DETAILED DESCRIPTION OF THE PRESENT INVENTION

[00056] High-throughput spatial characterisation of cells within intact biological samples has been a technical challenge. Existing methods often suffer from low efficiency, high costs, and poor scalability. To address these limitations, as described herein, the present disclosure provides an in situ hybridisation (ISH) method for cellular heterogeneity characterisation which enables accurate mapping of cell types without disrupting the tissue architecture.

[00057] The following detailed description is merely exemplary in nature and is not intended to limit the invention or the application and uses of the invention. Furthermore, there is no intention to be bound by any theory presented in the preceding background of the invention or the following detailed description.

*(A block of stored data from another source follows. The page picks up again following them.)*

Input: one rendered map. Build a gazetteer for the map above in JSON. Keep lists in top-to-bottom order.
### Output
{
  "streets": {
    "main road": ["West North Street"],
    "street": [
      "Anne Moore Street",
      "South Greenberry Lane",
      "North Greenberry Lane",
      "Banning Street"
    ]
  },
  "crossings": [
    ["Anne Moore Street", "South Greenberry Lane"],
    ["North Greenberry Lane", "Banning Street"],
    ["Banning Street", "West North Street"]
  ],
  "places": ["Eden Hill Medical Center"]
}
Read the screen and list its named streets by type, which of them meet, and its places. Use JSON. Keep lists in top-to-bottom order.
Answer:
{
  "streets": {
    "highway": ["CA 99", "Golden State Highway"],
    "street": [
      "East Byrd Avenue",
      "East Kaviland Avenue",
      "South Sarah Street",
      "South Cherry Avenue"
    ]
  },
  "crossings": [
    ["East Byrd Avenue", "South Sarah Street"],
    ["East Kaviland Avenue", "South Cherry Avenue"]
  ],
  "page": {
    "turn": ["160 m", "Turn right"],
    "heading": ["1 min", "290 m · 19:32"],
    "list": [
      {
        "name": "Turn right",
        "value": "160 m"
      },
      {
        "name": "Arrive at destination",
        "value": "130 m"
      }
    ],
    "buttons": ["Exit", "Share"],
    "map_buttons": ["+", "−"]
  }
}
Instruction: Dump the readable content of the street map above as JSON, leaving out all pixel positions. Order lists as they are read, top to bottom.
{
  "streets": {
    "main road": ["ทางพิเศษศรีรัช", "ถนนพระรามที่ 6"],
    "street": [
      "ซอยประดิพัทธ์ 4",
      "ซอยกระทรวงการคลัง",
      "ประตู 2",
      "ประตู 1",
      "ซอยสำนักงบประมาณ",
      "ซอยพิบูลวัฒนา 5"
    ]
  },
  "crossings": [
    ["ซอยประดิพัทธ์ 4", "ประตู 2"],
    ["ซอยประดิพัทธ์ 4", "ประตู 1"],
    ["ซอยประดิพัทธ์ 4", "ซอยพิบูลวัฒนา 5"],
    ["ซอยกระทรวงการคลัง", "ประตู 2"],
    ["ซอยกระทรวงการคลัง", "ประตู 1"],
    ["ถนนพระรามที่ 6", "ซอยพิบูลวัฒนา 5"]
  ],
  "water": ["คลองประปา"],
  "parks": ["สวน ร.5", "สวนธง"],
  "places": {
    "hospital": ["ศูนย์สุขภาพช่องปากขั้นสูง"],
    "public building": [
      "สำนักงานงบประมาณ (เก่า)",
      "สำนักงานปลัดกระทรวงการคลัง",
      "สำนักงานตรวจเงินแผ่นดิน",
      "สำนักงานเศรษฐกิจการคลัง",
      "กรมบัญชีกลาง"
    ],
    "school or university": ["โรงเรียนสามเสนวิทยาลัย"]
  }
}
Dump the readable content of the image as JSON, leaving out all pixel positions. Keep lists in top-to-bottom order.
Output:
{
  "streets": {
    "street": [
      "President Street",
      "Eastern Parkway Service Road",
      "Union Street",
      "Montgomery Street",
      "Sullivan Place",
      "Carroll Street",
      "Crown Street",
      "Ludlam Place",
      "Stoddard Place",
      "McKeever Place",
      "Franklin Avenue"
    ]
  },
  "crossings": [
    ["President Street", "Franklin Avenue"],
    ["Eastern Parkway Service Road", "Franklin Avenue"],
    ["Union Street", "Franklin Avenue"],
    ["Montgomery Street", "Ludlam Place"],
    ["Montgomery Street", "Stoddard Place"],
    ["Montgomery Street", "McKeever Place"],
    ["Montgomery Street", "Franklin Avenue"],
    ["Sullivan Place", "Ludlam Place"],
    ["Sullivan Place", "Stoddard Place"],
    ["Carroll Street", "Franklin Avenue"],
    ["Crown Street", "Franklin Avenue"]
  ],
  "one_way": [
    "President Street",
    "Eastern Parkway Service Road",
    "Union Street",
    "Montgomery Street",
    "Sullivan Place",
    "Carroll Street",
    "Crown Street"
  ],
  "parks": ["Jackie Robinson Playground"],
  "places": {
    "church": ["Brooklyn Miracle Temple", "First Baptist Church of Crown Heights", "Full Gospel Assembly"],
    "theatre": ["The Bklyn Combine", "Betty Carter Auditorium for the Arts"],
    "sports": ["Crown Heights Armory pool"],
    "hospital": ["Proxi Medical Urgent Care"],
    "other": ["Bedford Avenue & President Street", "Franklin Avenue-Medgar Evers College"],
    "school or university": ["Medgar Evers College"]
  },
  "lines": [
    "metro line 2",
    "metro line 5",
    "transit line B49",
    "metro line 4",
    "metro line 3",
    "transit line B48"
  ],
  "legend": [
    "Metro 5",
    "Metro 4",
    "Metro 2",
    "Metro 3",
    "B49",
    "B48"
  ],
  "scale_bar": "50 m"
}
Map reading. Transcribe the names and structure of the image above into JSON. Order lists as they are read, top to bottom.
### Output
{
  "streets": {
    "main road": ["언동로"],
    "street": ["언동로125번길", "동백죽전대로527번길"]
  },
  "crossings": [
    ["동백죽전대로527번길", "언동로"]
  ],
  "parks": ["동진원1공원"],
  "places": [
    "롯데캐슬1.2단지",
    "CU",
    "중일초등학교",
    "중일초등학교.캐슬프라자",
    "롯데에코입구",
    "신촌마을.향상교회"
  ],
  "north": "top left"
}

[00058] The present disclosure provides an in situ hybridisation (ISH) method which labels multiple genes simultaneously within specific cell types or molecular pathways, instead of a single gene, and measuring the collective signal emitted from these multiple genes within each cell. Targeting multiple genes results in a large number of detectable labels per cell (multiplication of transcript copy number per cell, number of probes per transcript, and number of genes targeted). Depending on the cell types or biological pathways of interest, the gain in signal is greater than 1, 10, 100, or 1000-folds, leading to more robustness and greater ease of detection. An overview of the method as described herein is shown in Figure 1. Instead of focusing on accurate determination of the possible differentiation of single genes, the focus of this invention is to enhance the signal by adding signals of pre -determined genes which are related to each other by coordinated changes in expression level or co-variation (e.g. due to the fact that the pre-determined genes belong to the same pathway). These pre -determined genes can be detected together using the same detectable label (e.g. fluorophore), thereby amplifying the signals collected. As compared to conventional ISH methods which determine the attribution of each single gene to the overall signal, the method of the present invention utilizes the sum of the signals obtained from different pre-determined genes which allows improvement of the signal-to-noise ratio of the collected data.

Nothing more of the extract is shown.